There were no screams, nobody running. Just a muffled blast, then the wind shrieking down into the clearing and the flames burning brighter and brighter. By the time Jacky picked himself up and ran down to the front, into the yard, the undersheriff and his men were arriving. They all stared in awe as the house went up in a screaming crescendo of flames. The heat was intense, and they fell back toward the shed. Jacky noted the scorching heat on his face and the freezing cold at his back. Like the others, he simply stared at the instant inferno before him. It was then that he spotted the crumpled figure of a man lying in the front yard, smoking; that is, what was left of his clothing was smoking. With the help of another deputy Jacky was able to crawl close enough to grab the man's arms and draw him further away, although he noticed with dismay that some of the man's skin was left on the scorched pine needles.
In a surprisingly short period of time the house was essentially consumed. Mulheisen arrived, carrying Helen, wrapped in her coat.
He put her in the back of the sheriff's Blazer, which someone had finally brought up to the scene.
The story didn't make the morning edition of the
Standard
, but the following day, while waiting for Helen's extradition papers, Mulheisen was able to read how no less than six alleged drug traffickers had been cornered by the intrepid Silver Bow Sheriff's Department. At least three of the drug runners were believed to be South American aliens—"notorious drug lords.” Only one of the criminals had survived a spectacular explosion and fire at the remote cabin of a mysterious Californian named Joseph Humann. The survivor, bearing a Colombian passport in the name of Victor Echeverria, was in critical condition at St. James Hospital, with severe burns. Evidently, he had left the house by the front door just prior to the explosion and was blown away from the fire. The others, except for one man believed to be trapped inside the house, were killed when the house collapsed on them at the rear of the building. Echeverria was expected to survive but as yet was unable to talk to investigators. Arson investigators were on the case, but it was believed that the criminals had caused the inferno themselves, perhaps with explosives that they had brought in with them. Undersheriff Paul Crowley revealed that he, along with drug enforcement agents and the FBI, had seized a private jet airplane at Butte airport, which was believed to belong to the drug dealers.

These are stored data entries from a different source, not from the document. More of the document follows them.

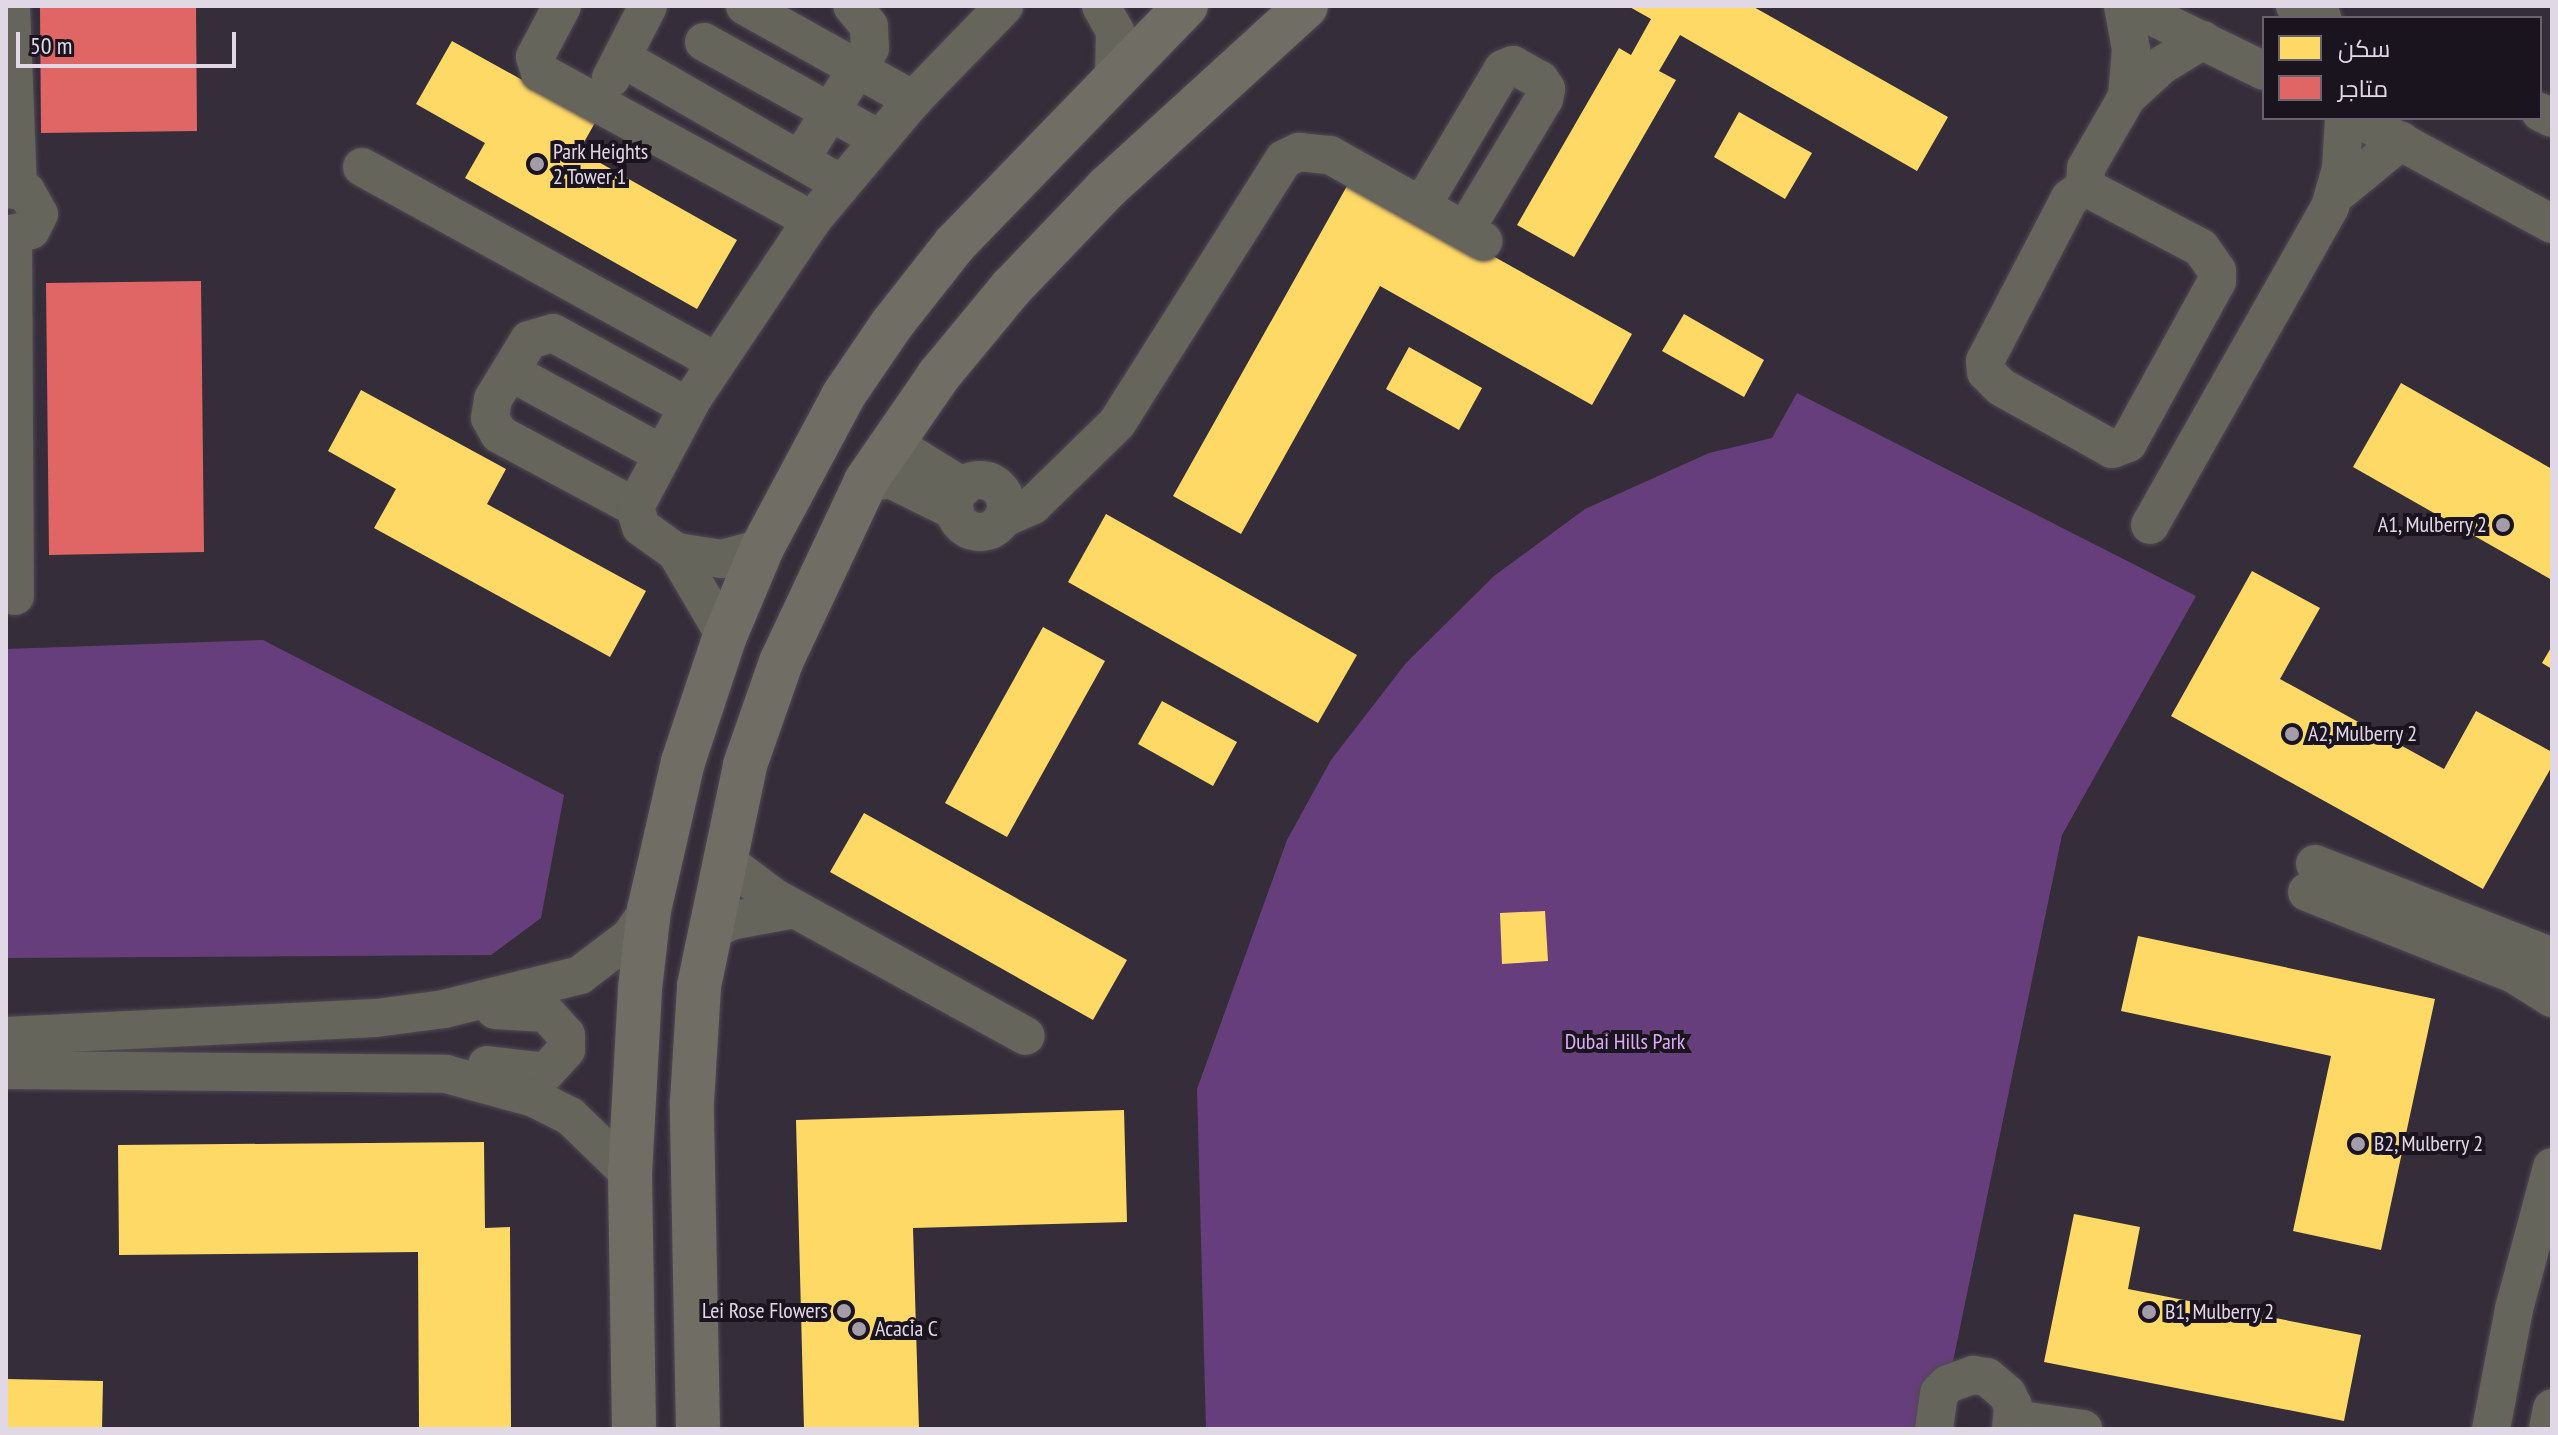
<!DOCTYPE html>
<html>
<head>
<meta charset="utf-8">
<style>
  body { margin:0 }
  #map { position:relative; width:2558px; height:1435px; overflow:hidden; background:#352d39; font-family:"PT Sans Narrow",Cairo,sans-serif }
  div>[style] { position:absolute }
  .green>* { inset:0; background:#673e7c }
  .homes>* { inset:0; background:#ffd966 }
  .shops>* { inset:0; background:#e06666 }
  .roads { filter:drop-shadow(0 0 2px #504954) drop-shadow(0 0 2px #504954) }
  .minor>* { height:38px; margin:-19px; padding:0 19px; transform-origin:19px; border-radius:19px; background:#65655b }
  .minor>.ring { margin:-19px; padding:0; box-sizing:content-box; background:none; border:38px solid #65655b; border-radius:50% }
  .major>* { height:44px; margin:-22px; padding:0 22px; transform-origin:22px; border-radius:22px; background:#706e64 }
  .dots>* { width:22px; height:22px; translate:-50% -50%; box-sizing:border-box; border:4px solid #1a141e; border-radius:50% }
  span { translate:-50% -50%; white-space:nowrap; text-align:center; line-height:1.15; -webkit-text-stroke:8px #1a141e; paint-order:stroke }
  .poi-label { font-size:22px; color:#e1d8e6 }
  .left { translate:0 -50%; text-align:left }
  .right { translate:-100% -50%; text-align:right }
  .park-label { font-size:22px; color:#deabfb }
  .frame { position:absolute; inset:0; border:8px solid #e1d8e6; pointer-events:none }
  .legend { position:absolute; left:2262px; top:16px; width:280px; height:104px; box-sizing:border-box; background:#1a141e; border:2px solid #6a626e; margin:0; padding:10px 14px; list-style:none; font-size:24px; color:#e1d8e6 }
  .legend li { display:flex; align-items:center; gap:16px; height:40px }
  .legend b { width:40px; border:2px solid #6a626e }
  .scale { position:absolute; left:16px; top:32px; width:220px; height:36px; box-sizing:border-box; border:4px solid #e1d8e6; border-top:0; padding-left:10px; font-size:24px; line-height:28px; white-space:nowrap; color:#e1d8e6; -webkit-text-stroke:6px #1a141e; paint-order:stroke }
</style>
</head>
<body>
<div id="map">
  <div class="green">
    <i style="clip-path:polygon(1797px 393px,2196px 596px,2062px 835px,1939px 1429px,1206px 1429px,1197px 1089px,1287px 840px,1331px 760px,1406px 663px,1494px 576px,1585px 509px,1709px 453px,1772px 438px)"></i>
    <i style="clip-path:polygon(263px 640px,564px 795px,541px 918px,491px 955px,6px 958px,6px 649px)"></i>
  </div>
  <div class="homes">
    <i style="clip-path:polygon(1628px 6px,1752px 6px,1948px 117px,1917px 171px,1680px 35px,1659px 71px,1676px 80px,1574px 257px,1517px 225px,1619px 48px,1631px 55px,1651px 19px)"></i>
    <i style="clip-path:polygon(452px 41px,596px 121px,579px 151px,737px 240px,697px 309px,465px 178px,485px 143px,416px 104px)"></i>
    <i style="clip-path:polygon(1739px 112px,1812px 153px,1785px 199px,1714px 157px)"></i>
    <i style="clip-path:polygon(1352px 177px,1632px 334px,1592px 405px,1380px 286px,1241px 534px,1173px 496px)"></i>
    <i style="clip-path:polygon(1684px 314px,1764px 360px,1744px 397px,1662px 351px)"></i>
    <i style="clip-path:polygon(1409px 347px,1482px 388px,1459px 430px,1386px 389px)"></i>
    <i style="clip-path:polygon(2401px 383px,2552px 469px,2552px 580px,2353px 467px)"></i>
    <i style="clip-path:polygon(361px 390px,506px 469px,487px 504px,646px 591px,610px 657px,374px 528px,396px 489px,328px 451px)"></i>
    <i style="clip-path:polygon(1106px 514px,1357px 655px,1318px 723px,1068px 582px)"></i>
    <i style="clip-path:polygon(2252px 571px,2320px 608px,2280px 679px,2444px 769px,2476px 711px,2552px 752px,2552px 766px,2483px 889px,2171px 716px)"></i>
    <i style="clip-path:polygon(1043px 627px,1105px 661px,1007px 837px,945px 803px)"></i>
    <i style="clip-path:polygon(2552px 646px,2552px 669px,2542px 663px)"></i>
    <i style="clip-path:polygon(1162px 701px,1237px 742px,1213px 786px,1138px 744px)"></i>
    <i style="clip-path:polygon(864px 813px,1127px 960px,1093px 1020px,830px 872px)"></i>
    <i style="clip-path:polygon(1545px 911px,1548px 961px,1502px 964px,1500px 913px)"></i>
    <i style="clip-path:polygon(2138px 936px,2435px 999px,2381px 1250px,2293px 1231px,2331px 1056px,2121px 1011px)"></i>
    <i style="clip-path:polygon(1124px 1110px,1127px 1222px,913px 1228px,919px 1429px,804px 1429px,796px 1120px)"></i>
    <i style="clip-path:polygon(484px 1142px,485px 1228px,510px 1227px,511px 1429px,419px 1429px,418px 1252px,119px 1255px,118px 1145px)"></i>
    <i style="clip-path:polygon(2074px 1214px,2140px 1227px,2128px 1289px,2361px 1335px,2344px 1421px,2044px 1362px)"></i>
    <i style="clip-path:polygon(6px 1379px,103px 1381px,102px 1429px,6px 1429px)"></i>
  </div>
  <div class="shops">
    <i style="clip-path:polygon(40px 6px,196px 6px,197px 131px,41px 133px)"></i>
    <i style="clip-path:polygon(201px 281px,204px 552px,49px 555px,46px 283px)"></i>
  </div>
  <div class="roads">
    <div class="minor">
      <i style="left:11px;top:6px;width:181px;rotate:87.8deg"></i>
      <i style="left:562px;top:6px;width:58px;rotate:117.9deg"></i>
      <i style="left:535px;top:57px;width:16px;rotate:72deg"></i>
      <i style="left:540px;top:72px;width:310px;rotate:28.6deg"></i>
      <i style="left:745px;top:6px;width:193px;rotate:29.2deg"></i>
      <i style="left:1101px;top:6px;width:29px;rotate:61deg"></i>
      <i style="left:1115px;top:31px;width:47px;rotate:91.2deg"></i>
      <i style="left:2123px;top:6px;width:44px;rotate:79.5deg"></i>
      <i style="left:2131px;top:49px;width:48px;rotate:94.8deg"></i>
      <i style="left:2131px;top:6px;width:148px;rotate:26deg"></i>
      <i style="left:2295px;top:6px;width:30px;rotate:24deg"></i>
      <i style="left:704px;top:42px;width:200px;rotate:29deg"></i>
      <i style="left:622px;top:58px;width:253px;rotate:29.9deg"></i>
      <i style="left:611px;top:78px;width:81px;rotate:-62.8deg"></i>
      <i style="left:2540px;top:112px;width:13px;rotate:27deg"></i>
      <i style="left:2357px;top:118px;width:222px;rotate:28.5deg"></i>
      <i style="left:800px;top:160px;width:132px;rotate:-58deg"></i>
      <i style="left:870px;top:48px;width:22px;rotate:-93deg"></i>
      <i style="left:869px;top:26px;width:26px;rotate:-130deg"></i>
      <i style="left:362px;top:167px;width:404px;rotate:28.8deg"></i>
      <i style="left:2085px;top:187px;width:131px;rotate:27.7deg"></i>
      <i style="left:2201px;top:248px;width:28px;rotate:55deg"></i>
      <i style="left:2217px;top:271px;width:10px;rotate:90deg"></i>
      <i style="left:2217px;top:281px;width:185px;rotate:118.8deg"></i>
      <i style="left:2128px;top:443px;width:17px;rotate:159deg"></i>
      <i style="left:2112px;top:449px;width:127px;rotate:-150.8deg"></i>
      <i style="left:2001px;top:387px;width:21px;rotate:-135deg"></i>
      <i style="left:1986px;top:372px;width:11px;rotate:-95deg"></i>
      <i style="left:1985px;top:361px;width:184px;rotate:-62.5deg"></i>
      <i style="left:2070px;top:198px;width:19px;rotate:-36deg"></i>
      <i style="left:2085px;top:187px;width:19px;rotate:-87deg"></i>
      <i style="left:2086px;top:168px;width:82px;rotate:-60deg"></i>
      <i style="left:2127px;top:97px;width:47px;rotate:-42.4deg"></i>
      <i style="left:2162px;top:65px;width:48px;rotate:-31.4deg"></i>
      <i style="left:6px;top:189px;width:20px;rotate:6deg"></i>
      <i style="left:26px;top:191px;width:26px;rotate:61deg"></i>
      <i style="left:39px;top:214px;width:18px;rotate:117deg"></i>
      <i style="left:31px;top:230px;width:25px;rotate:169deg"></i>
      <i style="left:2334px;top:196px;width:87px;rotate:-39.4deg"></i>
      <i style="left:1422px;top:205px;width:158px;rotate:-59.2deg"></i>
      <i style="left:1503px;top:69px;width:11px;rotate:-22deg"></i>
      <i style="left:1513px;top:65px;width:31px;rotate:29deg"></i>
      <i style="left:1540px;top:80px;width:11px;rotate:56deg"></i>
      <i style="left:1546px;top:89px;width:10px;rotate:101deg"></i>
      <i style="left:1544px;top:99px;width:153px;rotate:121.1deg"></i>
      <i style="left:13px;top:236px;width:360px;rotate:89.7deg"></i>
      <i style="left:527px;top:381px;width:153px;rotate:28.4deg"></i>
      <i style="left:892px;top:443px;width:84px;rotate:31.8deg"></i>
      <i class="ring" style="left:954px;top:480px;width:14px;height:14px"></i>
      <i style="left:866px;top:481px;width:26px;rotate:-2deg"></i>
      <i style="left:892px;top:480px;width:70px;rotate:26.2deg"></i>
      <i style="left:635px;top:507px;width:154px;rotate:-151.8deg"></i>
      <i style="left:499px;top:434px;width:18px;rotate:-119deg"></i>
      <i style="left:490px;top:418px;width:19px;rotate:-81deg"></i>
      <i style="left:493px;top:399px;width:69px;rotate:-58.6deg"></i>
      <i style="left:529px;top:340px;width:25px;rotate:-16deg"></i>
      <i style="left:553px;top:333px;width:154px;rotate:28.7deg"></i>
      <i style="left:1002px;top:519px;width:34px;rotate:-24deg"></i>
      <i style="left:1033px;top:505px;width:117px;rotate:-44.3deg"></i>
      <i style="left:1117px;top:423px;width:312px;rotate:-57.7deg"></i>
      <i style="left:1284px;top:159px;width:17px;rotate:-25deg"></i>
      <i style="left:1299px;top:152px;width:31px;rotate:6deg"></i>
      <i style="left:1330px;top:155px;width:176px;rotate:29.3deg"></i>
      <i style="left:2150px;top:525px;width:365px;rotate:-60.5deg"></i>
      <i style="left:2330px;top:207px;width:40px;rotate:-74deg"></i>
      <i style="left:2341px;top:169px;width:51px;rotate:-86.6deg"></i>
      <i style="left:762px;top:548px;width:41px;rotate:164.6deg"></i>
      <i style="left:722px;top:559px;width:47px;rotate:-171.3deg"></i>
      <i style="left:676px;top:552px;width:43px;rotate:-144.5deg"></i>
      <i style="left:641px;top:527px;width:21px;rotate:-107deg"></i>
      <i style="left:635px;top:507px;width:123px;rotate:-62deg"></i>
      <i style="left:693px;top:398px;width:214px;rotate:-56.2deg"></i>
      <i style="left:812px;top:220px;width:157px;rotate:-49.9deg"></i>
      <i style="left:913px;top:100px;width:131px;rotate:-45.9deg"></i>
      <i style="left:676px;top:552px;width:97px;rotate:59.7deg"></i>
      <i style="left:723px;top:859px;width:65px;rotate:36.9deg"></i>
      <i style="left:775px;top:898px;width:286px;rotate:28.8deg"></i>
      <i style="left:2315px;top:864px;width:255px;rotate:21.4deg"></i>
      <i style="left:2307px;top:892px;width:220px;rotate:21.6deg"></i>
      <i style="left:2512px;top:973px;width:47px;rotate:32deg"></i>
      <i style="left:707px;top:934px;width:26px;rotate:-29deg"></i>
      <i style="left:730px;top:921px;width:66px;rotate:-10.5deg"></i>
      <i style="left:6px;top:1036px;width:370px;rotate:-2.8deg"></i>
      <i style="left:376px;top:1018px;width:69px;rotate:-7.5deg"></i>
      <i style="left:444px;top:1009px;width:140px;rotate:-14deg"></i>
      <i style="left:580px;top:975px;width:63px;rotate:-37.2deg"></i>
      <i style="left:630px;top:937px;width:33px;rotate:-55deg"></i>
      <i style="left:487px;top:1065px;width:59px;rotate:6.8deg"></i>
      <i style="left:546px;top:1072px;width:30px;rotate:-48deg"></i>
      <i style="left:566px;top:1050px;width:15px;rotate:-90deg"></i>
      <i style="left:566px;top:1035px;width:30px;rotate:-132deg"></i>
      <i style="left:546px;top:1013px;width:51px;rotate:-176.6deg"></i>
      <i style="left:6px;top:1070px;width:440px;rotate:0.5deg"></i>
      <i style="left:446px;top:1074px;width:91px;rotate:15.3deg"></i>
      <i style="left:534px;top:1098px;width:40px;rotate:26.6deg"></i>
      <i style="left:570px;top:1116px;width:83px;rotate:44deg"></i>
      <i style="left:2014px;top:1419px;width:70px;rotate:8.2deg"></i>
      <i style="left:1934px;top:1429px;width:36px;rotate:-82deg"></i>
      <i style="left:1939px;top:1393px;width:13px;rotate:-45deg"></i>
      <i style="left:1948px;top:1384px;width:27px;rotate:-20deg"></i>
      <i style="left:1973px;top:1375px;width:14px;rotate:8deg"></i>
      <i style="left:1987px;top:1377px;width:26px;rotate:40deg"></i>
      <i style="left:2007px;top:1394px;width:13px;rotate:63deg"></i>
      <i style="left:2013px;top:1406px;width:23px;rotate:95deg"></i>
      <i style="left:2491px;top:1429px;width:122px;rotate:-79.1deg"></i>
      <i style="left:2514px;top:1309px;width:147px;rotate:-75deg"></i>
      <i style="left:2548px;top:1429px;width:21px;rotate:-79deg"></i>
    </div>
    <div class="major">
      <i style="left:634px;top:1429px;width:255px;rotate:-90.9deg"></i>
      <i style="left:630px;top:1174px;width:185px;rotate:-86.9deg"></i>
      <i style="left:640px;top:989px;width:80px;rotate:-83.5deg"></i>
      <i style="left:649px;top:910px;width:152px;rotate:-77.1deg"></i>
      <i style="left:683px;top:762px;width:133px;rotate:-71.6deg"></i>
      <i style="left:725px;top:636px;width:95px;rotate:-67.2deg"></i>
      <i style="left:762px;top:548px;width:172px;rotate:-61.9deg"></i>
      <i style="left:843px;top:396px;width:87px;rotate:-55.8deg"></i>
      <i style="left:892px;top:324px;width:102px;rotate:-51.8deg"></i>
      <i style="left:955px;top:244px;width:332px;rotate:-45.9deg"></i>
      <i style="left:698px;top:1429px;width:327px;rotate:-91.1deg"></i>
      <i style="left:692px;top:1102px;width:116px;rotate:-86.5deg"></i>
      <i style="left:699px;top:986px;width:226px;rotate:-78.2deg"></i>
      <i style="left:745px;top:765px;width:109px;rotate:-70.7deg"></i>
      <i style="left:781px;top:662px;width:200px;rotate:-64.8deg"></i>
      <i style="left:866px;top:481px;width:129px;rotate:-55.4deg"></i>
      <i style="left:939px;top:375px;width:113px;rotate:-50.4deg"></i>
      <i style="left:1011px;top:288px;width:140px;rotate:-46.2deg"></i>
      <i style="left:1108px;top:187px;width:268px;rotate:-42.4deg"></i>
    </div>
  </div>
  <div class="dots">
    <i style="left:537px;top:164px;background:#a59ca9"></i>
    <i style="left:2503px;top:525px;background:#a59ca9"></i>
    <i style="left:2292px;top:734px;background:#a59ca9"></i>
    <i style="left:2358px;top:1144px;background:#a59ca9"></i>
    <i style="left:844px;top:1311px;background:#a59ca9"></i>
    <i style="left:2149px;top:1312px;background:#a59ca9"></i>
    <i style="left:859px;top:1329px;background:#a59ca9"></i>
  </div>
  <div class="poi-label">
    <span class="left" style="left:553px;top:164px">Park Heights<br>2 Tower 1</span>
    <span class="right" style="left:2487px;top:525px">A1, Mulberry 2</span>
    <span class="left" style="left:2308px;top:734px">A2, Mulberry 2</span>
    <span class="left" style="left:2374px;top:1144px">B2, Mulberry 2</span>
    <span class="right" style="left:828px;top:1311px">Lei Rose Flowers</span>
    <span class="left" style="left:2165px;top:1312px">B1, Mulberry 2</span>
    <span class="left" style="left:875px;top:1329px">Acacia C</span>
  </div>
  <div class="park-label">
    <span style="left:1625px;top:1042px">Dubai Hills Park</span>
  </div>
  <div class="frame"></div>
  <ul class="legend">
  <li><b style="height:22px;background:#ffd966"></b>سكن</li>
  <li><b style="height:22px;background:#e06666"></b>متاجر</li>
  </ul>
  <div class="scale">50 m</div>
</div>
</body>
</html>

“Bullshit,” Jacky said, sitting down heavily next to Mulheisen outside Johnny Antoni's office. “I'll tell you, though, when that chopper came over I was nearly in the door. I'm just glad I didn't do it. My grease would be congealing with theirs, right now.”
Mulheisen smiled. “Well, I'm glad you didn't go in,” he said.
“I'm sorry you didn't get your man,” Jacky said. “We put a kidnap bulletin out on him and Cateyo, but nothing has come in. I doubt
that kidnap would hold up, anyway. He couldn't have kidnapped anyone.” He laughed. “Maybe she kidnapped him.”